_Problem details_. Restate all the lines below word for word, but omit the pictures.

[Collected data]
_ _ _ _
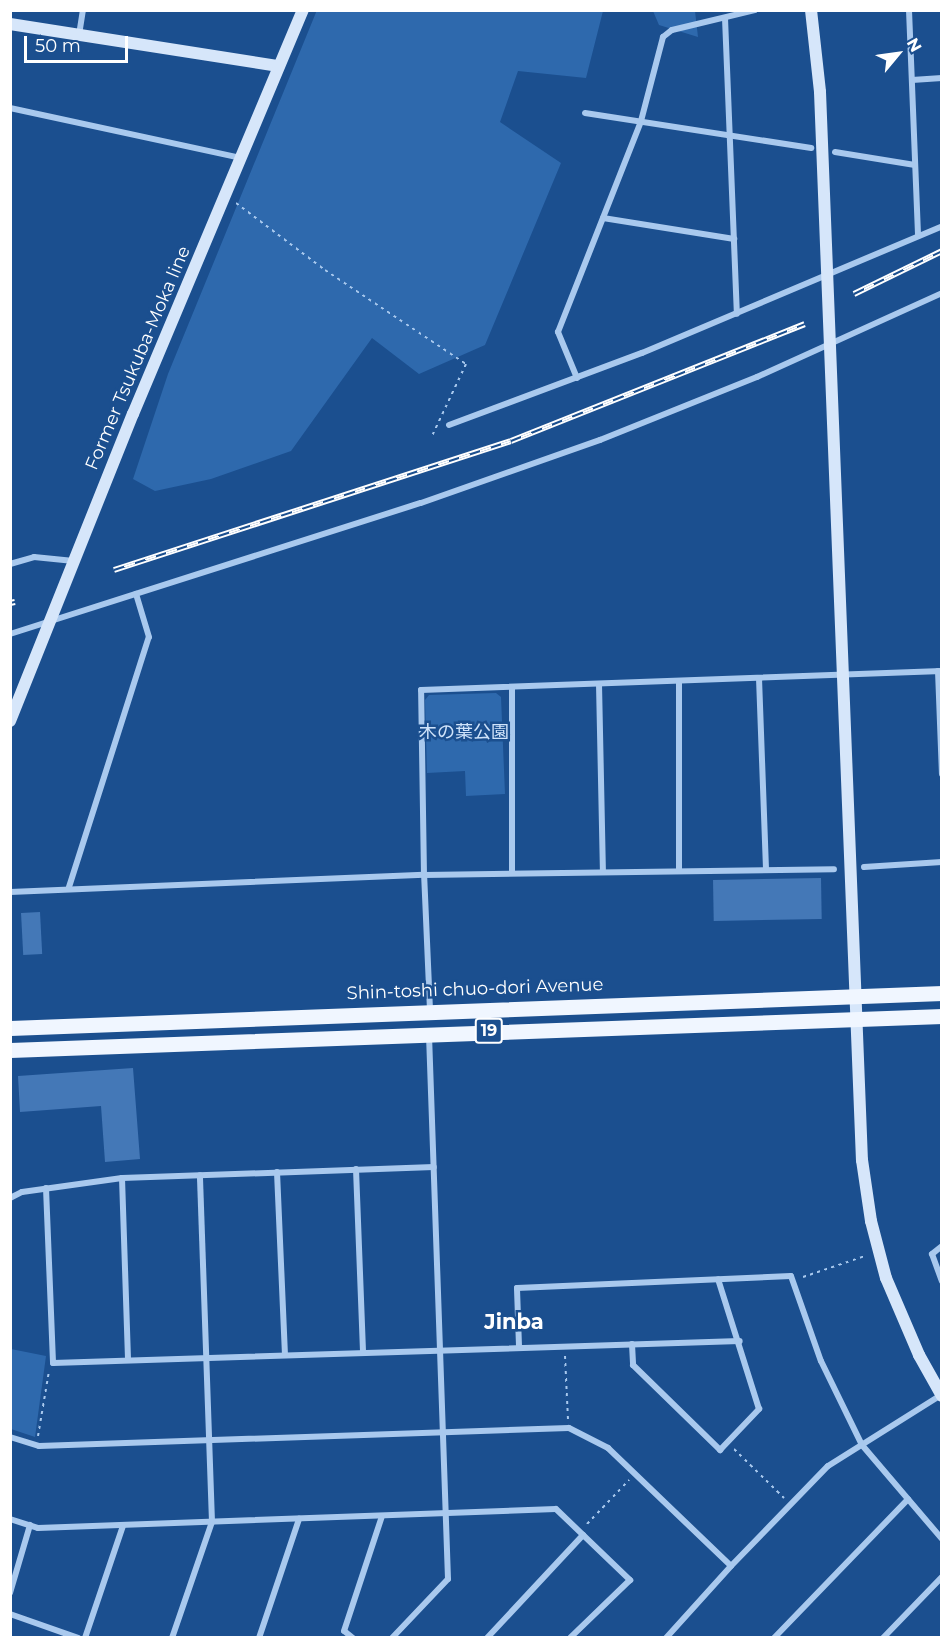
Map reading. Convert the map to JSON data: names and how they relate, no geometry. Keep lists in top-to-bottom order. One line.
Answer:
{"streets":{"main road":["Shin-toshi chuo-dori Avenue","19"],"street":["Former Tsukuba-Moka line"]},"districts":["Jinba"],"parks":["木の葉公園"],"scale_bar":"50 m","north":"top right"}
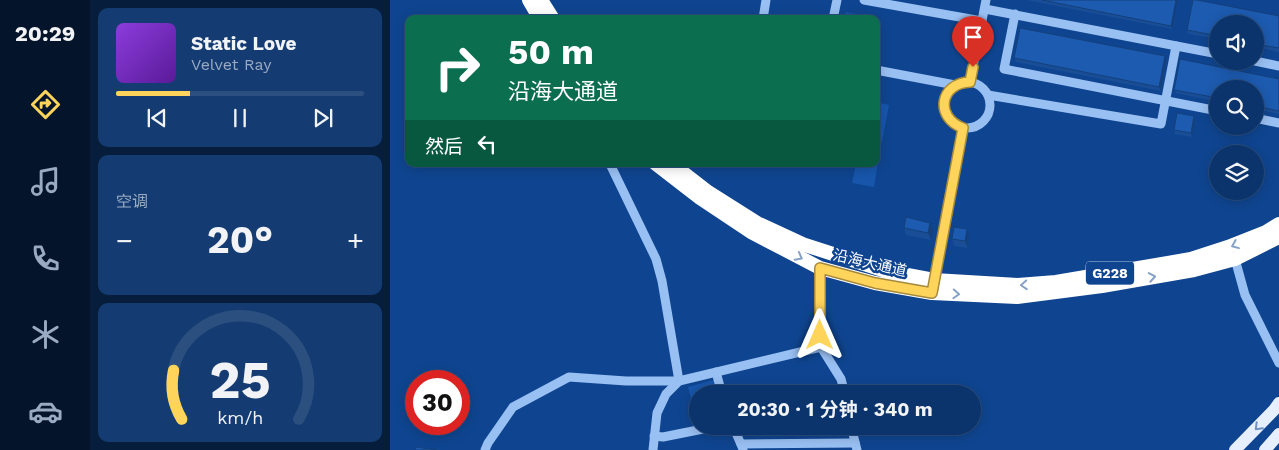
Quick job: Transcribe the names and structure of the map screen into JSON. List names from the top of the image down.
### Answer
_ _ _ _
_Response_.
Map reading. Convert the map to JSON data: names and how they relate, no geometry. Keep lists in top-to-bottom order. One line.
Answer:
{"streets":{"main road":["Shin-toshi chuo-dori Avenue","19"],"street":["Former Tsukuba-Moka line"]},"districts":["Jinba"],"parks":["木の葉公園"],"scale_bar":"50 m","north":"top right"}
Quick job: Transcribe the names and structure of the map screen into JSON. List names from the top of the image down.
### Answer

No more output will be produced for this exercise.